Barber, accompanied by his three granddaughters, waved and smiled from the House floor as members in the chamber cheered.
Barber was shot in the face and thigh when a gunman opened fire with a semiautomatic pistol in January 2011 on a crowd gathered for an event at which Giffords was speaking outside a Tucson-area supermarket. Six people were killed and 13 were wounded, including Giffords and Barber.
Barber spent months in physical therapy. He told Reuters last week that he had been "energized" by the campaign, and had been walking without a cane for the past two months.
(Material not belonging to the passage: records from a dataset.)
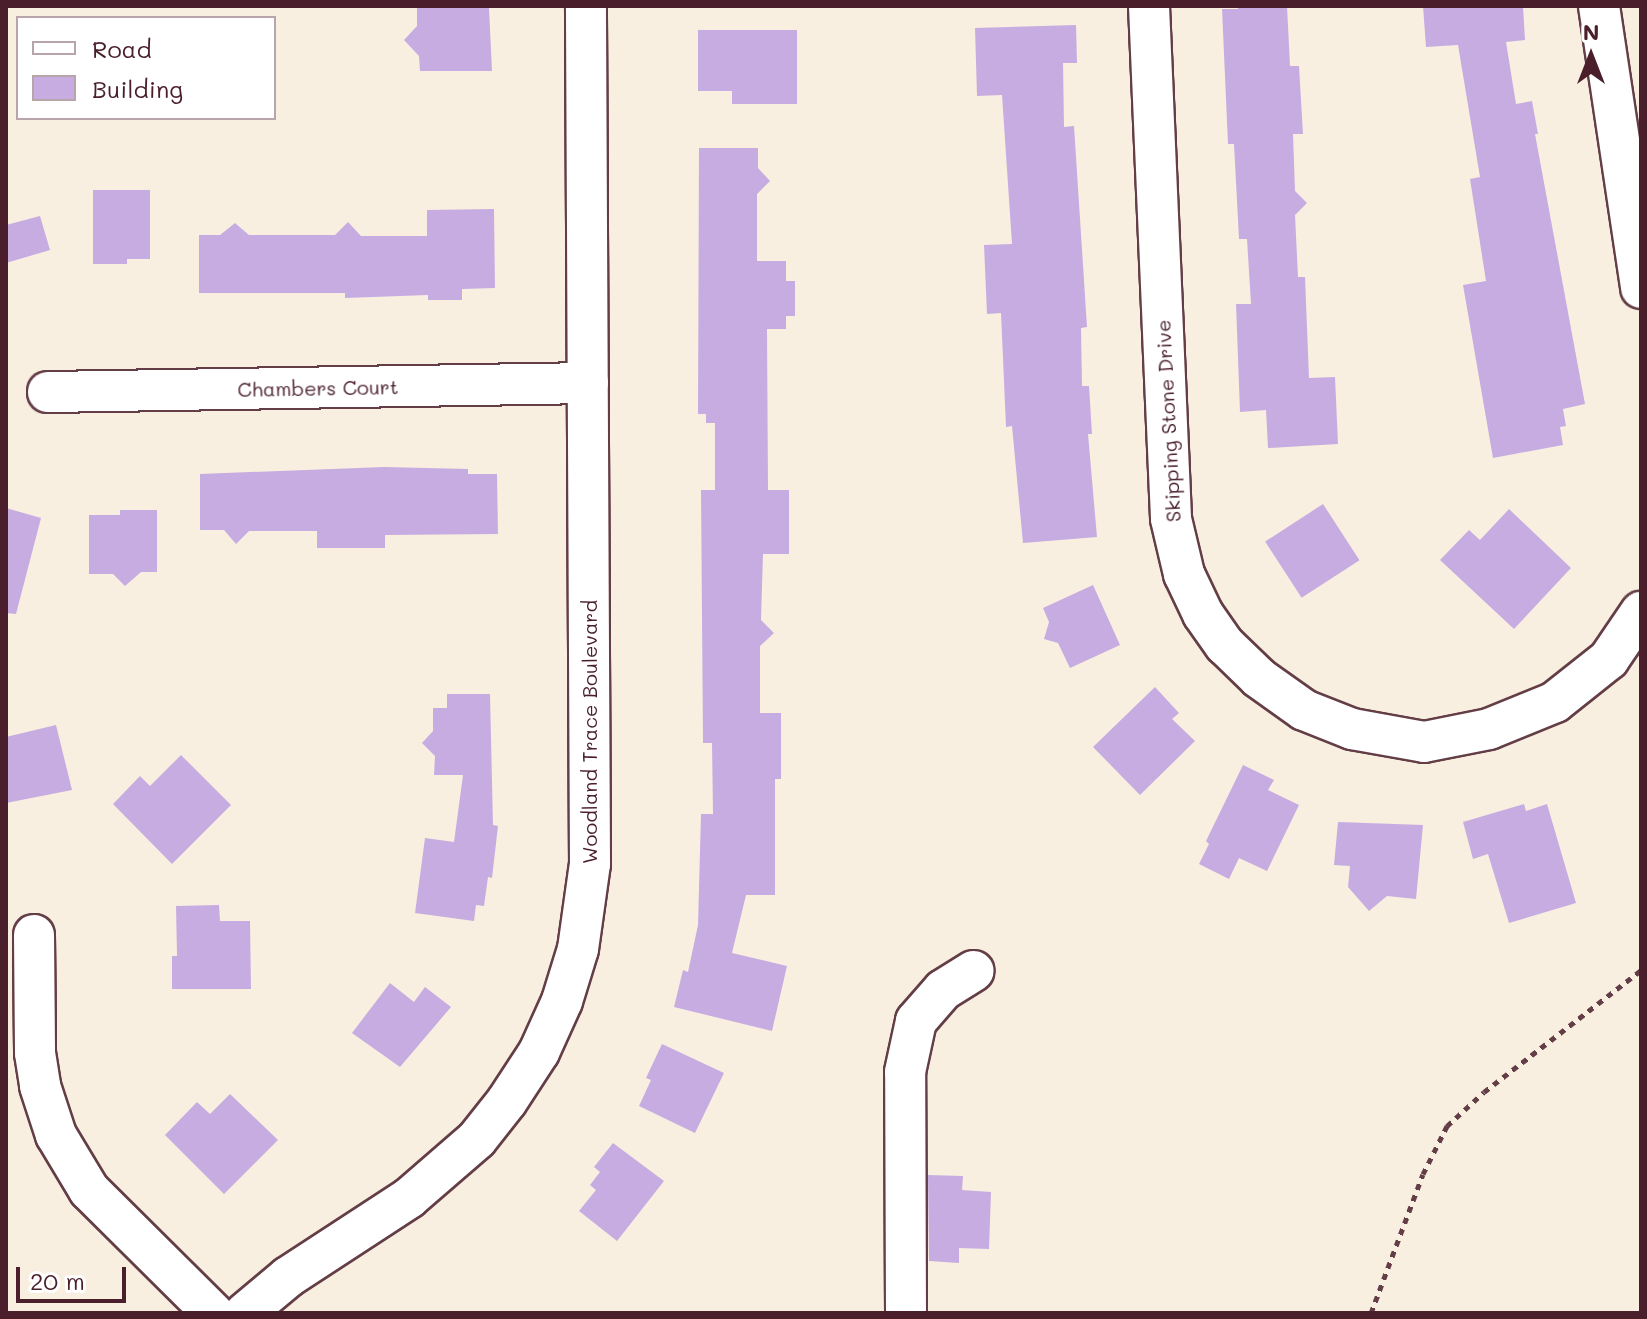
<!DOCTYPE html>
<style>
body{margin:0}
#map{position:relative;width:1647px;height:1319px;overflow:hidden;background:#f8efe0;font-family:Mali,sans-serif}
div>[style]{position:absolute}
[style*='--x']{left:calc(var(--x)*1px);top:calc(var(--y)*1px);width:calc(var(--w)*1px);rotate:calc(var(--a)*1deg)}
.building>*{inset:0;background:#c7ace1;transform-origin:0 0}
.path>*{height:5px;margin-top:-2.5px;transform-origin:0;background:repeating-linear-gradient(90deg,#643e46 0 6px,transparent 0 12px)}
.roads{filter:drop-shadow(2px 0 #643e46) drop-shadow(-2px 0 #643e46) drop-shadow(0 2px #643e46) drop-shadow(0 -2px #643e46)}
.minor>*{height:40px;margin:-20px;padding:0 20px;transform-origin:20px;border-radius:20px;background:#fff}
span{translate:-50% -50%;white-space:nowrap;text-align:center;line-height:1.15;-webkit-text-stroke:8px #fff;paint-order:stroke}
.street-label{font-size:20px;color:#4a1f2b}
.frame{position:absolute;inset:0;border:8px solid #4a1f2b;pointer-events:none}
.legend{position:absolute;left:16px;top:16px;width:260px;height:104px;box-sizing:border-box;background:#fff;border:2px solid #b7a5aa;margin:0;padding:10px 14px;list-style:none;font-size:24px;color:#4a1f2b}
.legend li{display:flex;align-items:center;gap:16px;height:40px}
.legend b{width:40px;border:2px solid #b7a5aa}
.north{position:absolute;left:1551px;top:16px;width:80px;height:80px;-webkit-text-stroke:6px #fff;paint-order:stroke;rotate:0deg;font-size:22px;font-weight:700;line-height:32px;text-align:center;color:#4a1f2b}
.north::after{content:'';display:block;margin:auto;width:28px;height:36px;background:#4a1f2b;clip-path:polygon(50% 0,100% 100%,50% 72%,0 100%)}
.scale{position:absolute;left:16px;top:1267px;width:110px;height:36px;box-sizing:border-box;border:4px solid #4a1f2b;border-top:0;padding-left:10px;font-size:24px;line-height:28px;white-space:nowrap;color:#4a1f2b;-webkit-text-stroke:6px #fff;paint-order:stroke}
</style>
<div id="map">
<div class="building">
<div style="clip-path:polygon(1238px 6px,1287px 6px,1290px 66px,1299px 66px,1303px 134px,1293px 134px,1295px 191px,1307px 203px,1295px 215px,1298px 277px,1305px 277px,1309px 378px,1335px 377px,1338px 444px,1268px 448px,1266px 410px,1240px 412px,1236px 304px,1251px 304px,1247px 239px,1239px 239px,1234px 144px,1228px 144px,1222px 9px,1238px 9px)"></div>
<div style="clip-path:polygon(1423px 6px,1523px 6px,1525px 40px,1506px 42px,1516px 104px,1532px 101px,1538px 134px,1535px 134px,1585px 404px,1563px 409px,1566px 426px,1560px 427px,1563px 445px,1493px 458px,1463px 285px,1486px 281px,1470px 179px,1480px 177px,1458px 45px,1426px 47px)"></div>
<div style="clip-path:polygon(417px 8px,489px 8px,492px 71px,420px 71px,419px 56px,404px 40px,417px 26px)"></div>
<div style="clip-path:polygon(1076px 25px,1077px 63px,1063px 63px,1064px 127px,1074px 126px,1087px 327px,1081px 328px,1082px 386px,1089px 386px,1092px 434px,1088px 434px,1097px 537px,1023px 543px,1012px 426px,1006px 427px,1001px 313px,987px 314px,984px 245px,1012px 244px,1002px 95px,977px 96px,975px 28px)"></div>
<div style="clip-path:polygon(698px 30px,797px 30px,797px 104px,732px 104px,732px 91px,698px 91px)"></div>
<div style="clip-path:polygon(699px 148px,758px 148px,758px 168px,770px 181px,757px 194px,757px 261px,786px 261px,786px 281px,795px 281px,795px 316px,786px 316px,786px 329px,767px 329px,768px 490px,789px 490px,789px 554px,763px 554px,761px 620px,774px 633px,760px 646px,760px 713px,781px 713px,781px 779px,775px 779px,775px 895px,746px 895px,732px 953px,787px 966px,772px 1031px,674px 1007px,683px 970px,688px 972px,698px 925px,701px 814px,713px 814px,712px 743px,703px 743px,701px 490px,715px 490px,715px 423px,706px 423px,706px 414px,698px 414px)"></div>
<div style="clip-path:polygon(93px 190px,150px 190px,150px 259px,127px 259px,127px 264px,93px 264px)"></div>
<div style="clip-path:polygon(494px 209px,495px 288px,462px 289px,462px 300px,428px 300px,428px 295px,345px 298px,345px 293px,199px 293px,199px 235px,220px 235px,235px 223px,249px 235px,335px 235px,348px 222px,361px 236px,427px 236px,427px 210px)"></div>
<div style="clip-path:polygon(40px 216px,50px 250px,6px 263px,6px 225px)"></div>
<div style="clip-path:polygon(384px 467px,468px 469px,468px 474px,497px 474px,498px 534px,385px 535px,385px 548px,317px 548px,317px 531px,249px 531px,236px 544px,224px 530px,200px 530px,200px 474px)"></div>
<div style="left:1323px;top:504px;width:67px;height:69px;rotate:57deg"></div>
<div style="clip-path:polygon(6px 508px,41px 518px,16px 614px,6px 613px)"></div>
<div style="clip-path:polygon(1509px 509px,1571px 568px,1514px 629px,1440px 560px,1469px 530px,1480px 540px)"></div>
<div style="clip-path:polygon(120px 510px,157px 510px,157px 572px,141px 572px,125px 586px,113px 574px,89px 574px,89px 515px,120px 515px)"></div>
<div style="clip-path:polygon(1093px 585px,1120px 645px,1070px 668px,1058px 643px,1044px 639px,1049px 622px,1043px 608px)"></div>
<div style="clip-path:polygon(1155px 687px,1179px 713px,1172px 719px,1195px 741px,1140px 795px,1093px 747px)"></div>
<div style="clip-path:polygon(447px 694px,490px 694px,493px 825px,498px 826px,492px 878px,488px 877px,484px 906px,476px 905px,474px 921px,415px 913px,425px 838px,454px 842px,463px 775px,434px 775px,435px 756px,422px 743px,433px 731px,433px 708px,447px 708px)"></div>
<div style="clip-path:polygon(56px 725px,72px 790px,6px 803px,6px 737px)"></div>
<div style="clip-path:polygon(181px 755px,231px 805px,172px 864px,113px 804px,140px 776px,150px 786px)"></div>
<div style="clip-path:polygon(1243px 765px,1274px 780px,1268px 790px,1299px 805px,1267px 871px,1239px 858px,1229px 879px,1199px 864px,1209px 844px,1206px 841px)"></div>
<div style="clip-path:polygon(1524px 804px,1526px 811px,1547px 804px,1576px 903px,1509px 923px,1488px 854px,1473px 859px,1463px 822px)"></div>
<div style="clip-path:polygon(1338px 822px,1423px 825px,1416px 899px,1387px 896px,1369px 911px,1348px 887px,1350px 866px,1334px 865px)"></div>
<div style="clip-path:polygon(219px 905px,220px 921px,250px 921px,251px 989px,172px 989px,172px 956px,177px 956px,176px 906px)"></div>
<div style="clip-path:polygon(390px 983px,414px 1002px,425px 987px,451px 1007px,400px 1067px,352px 1033px)"></div>
<div style="clip-path:polygon(662px 1044px,724px 1073px,695px 1133px,639px 1106px,651px 1080px,646px 1078px)"></div>
<div style="clip-path:polygon(230px 1094px,278px 1140px,224px 1194px,165px 1135px,197px 1102px,210px 1114px)"></div>
<div style="clip-path:polygon(613px 1143px,664px 1181px,617px 1241px,579px 1211px,596px 1190px,590px 1185px,600px 1172px,594px 1167px)"></div>
<div style="clip-path:polygon(928px 1175px,963px 1176px,962px 1190px,991px 1192px,989px 1249px,959px 1248px,959px 1263px,929px 1261px)"></div>
</div>
<div class="path">
<div style="--x:1371;--y:1313;--w:148;--a:-69.5"></div>
<div style="--x:1423;--y:1174;--w:54;--a:-63.4"></div>
<div style="--x:1447;--y:1126;--w:50;--a:-42.6"></div>
<div style="--x:1484;--y:1092;--w:199;--a:-37.8"></div>
</div>
<div class="roads">
<div class="minor">
<div style="--x:1149;--y:6;--w:513;--a:87.54"></div>
<div style="--x:1171;--y:519;--w:57;--a:76.7"></div>
<div style="--x:1184;--y:574;--w:44;--a:64.6"></div>
<div style="--x:1203;--y:614;--w:38;--a:55"></div>
<div style="--x:1225;--y:645;--w:47;--a:44.1"></div>
<div style="--x:1259;--y:678;--w:55;--a:35.4"></div>
<div style="--x:1304;--y:710;--w:52;--a:21.6"></div>
<div style="--x:1352;--y:729;--w:73;--a:10.2"></div>
<div style="--x:1424;--y:742;--w:66;--a:-11.3"></div>
<div style="--x:1489;--y:729;--w:71;--a:-22.2"></div>
<div style="--x:1555;--y:702;--w:69;--a:-38.5"></div>
<div style="--x:1609;--y:659;--w:57;--a:-55.8"></div>
<div style="--x:1599;--y:6;--w:285;--a:81.5"></div>
<div style="--x:48;--y:392;--w:540;--a:-0.95"></div>
<div style="--x:34;--y:935;--w:118;--a:89.5"></div>
<div style="--x:35;--y:1053;--w:33;--a:81"></div>
<div style="--x:40;--y:1086;--w:52;--a:71.9"></div>
<div style="--x:56;--y:1135;--w:64;--a:59"></div>
<div style="--x:89;--y:1190;--w:175;--a:44.8"></div>
<div style="--x:245;--y:1313;--w:56;--a:-39.9"></div>
<div style="--x:288;--y:1277;--w:145;--a:-33.1"></div>
<div style="--x:409;--y:1198;--w:90;--a:-40.9"></div>
<div style="--x:477;--y:1139;--w:48;--a:-51.7"></div>
<div style="--x:507;--y:1101;--w:59;--a:-56.9"></div>
<div style="--x:539;--y:1052;--w:56;--a:-65.7"></div>
<div style="--x:562;--y:1001;--w:54;--a:-72.9"></div>
<div style="--x:578;--y:949;--w:86;--a:-82"></div>
<div style="--x:590;--y:864;--w:858;--a:-90.27"></div>
<div style="--x:906;--y:1313;--w:241;--a:-90.2"></div>
<div style="--x:905;--y:1072;--w:52;--a:-77.8"></div>
<div style="--x:916;--y:1021;--w:41;--a:-48.9"></div>
<div style="--x:943;--y:990;--w:36;--a:-32"></div>
</div>
</div>
<div class="street-label">
<span style="left:318px;top:388px;rotate:-1deg">Chambers Court</span>
<span style="left:1168px;top:421px;rotate:-93deg">Skipping Stone Drive</span>
<span style="left:589px;top:732px;rotate:-90deg">Woodland Trace Boulevard</span>
</div>
<div class="frame"></div>
<ul class="legend">
<li><b style="height:10px;background:#fff"></b>Road</li>
<li><b style="height:22px;background:#c7ace1"></b>Building</li>
</ul>
<div class="north">N</div>
<div class="scale">20 m</div>
</div>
He will serve the six months remaining from Giffords' term.
Barber's win is a boost for Democrats ahead of the November general election when Democratic President Barack Obama faces off against Republican Mitt Romney, former governor of Massachusetts.
In Arizona, which has favored Republican presidential candidates in every election but one since 1972, Obama trails Romney by 6 percentage points, according to the website Real Clear Politics.
REPUBLICANS OUTNUMBER DEMOCRATS IN DISTRICT
Barber beat Jesse Kelly, a Tea Party-backed Republican and Iraq war veteran in Arizona's 8th Congressional District, where Republicans outnumber Democrats. Barber could face Kelly again in November when voters elect a representative for a full two-year term. Barber has filed a petition to run in that race.
In Arizona, Barber was boosted by an endorsement from Giffords, whose popularity and political stature climbed as she soldiered on through a difficult recovery. Before the shooting, Giffords was seen as a rising Democratic star in the House.
Giffords, 42, has been undergoing rehabilitation in Houston.
Barber had served as Gifford's district director and was her handpicked successor.
Barber has focused his campaign on rebuilding the middle class, protecting Medicare and Social Security, bolstering services for veterans and reforming immigration efforts. He has said he wants more agents at the Arizona-Mexico border.
Barber has also said he wants the nation to be more energy independent, and Tucson to become the "solar capital of the country."
The man charged in the Tucson shooting, Jared Loughner, 23, has pleaded not guilty to 49 criminal offenses, including first-degree murder. He has been declared mentally unfit to stand trial and is undergoing psychiatric treatment at a federal prison hospital in Missouri.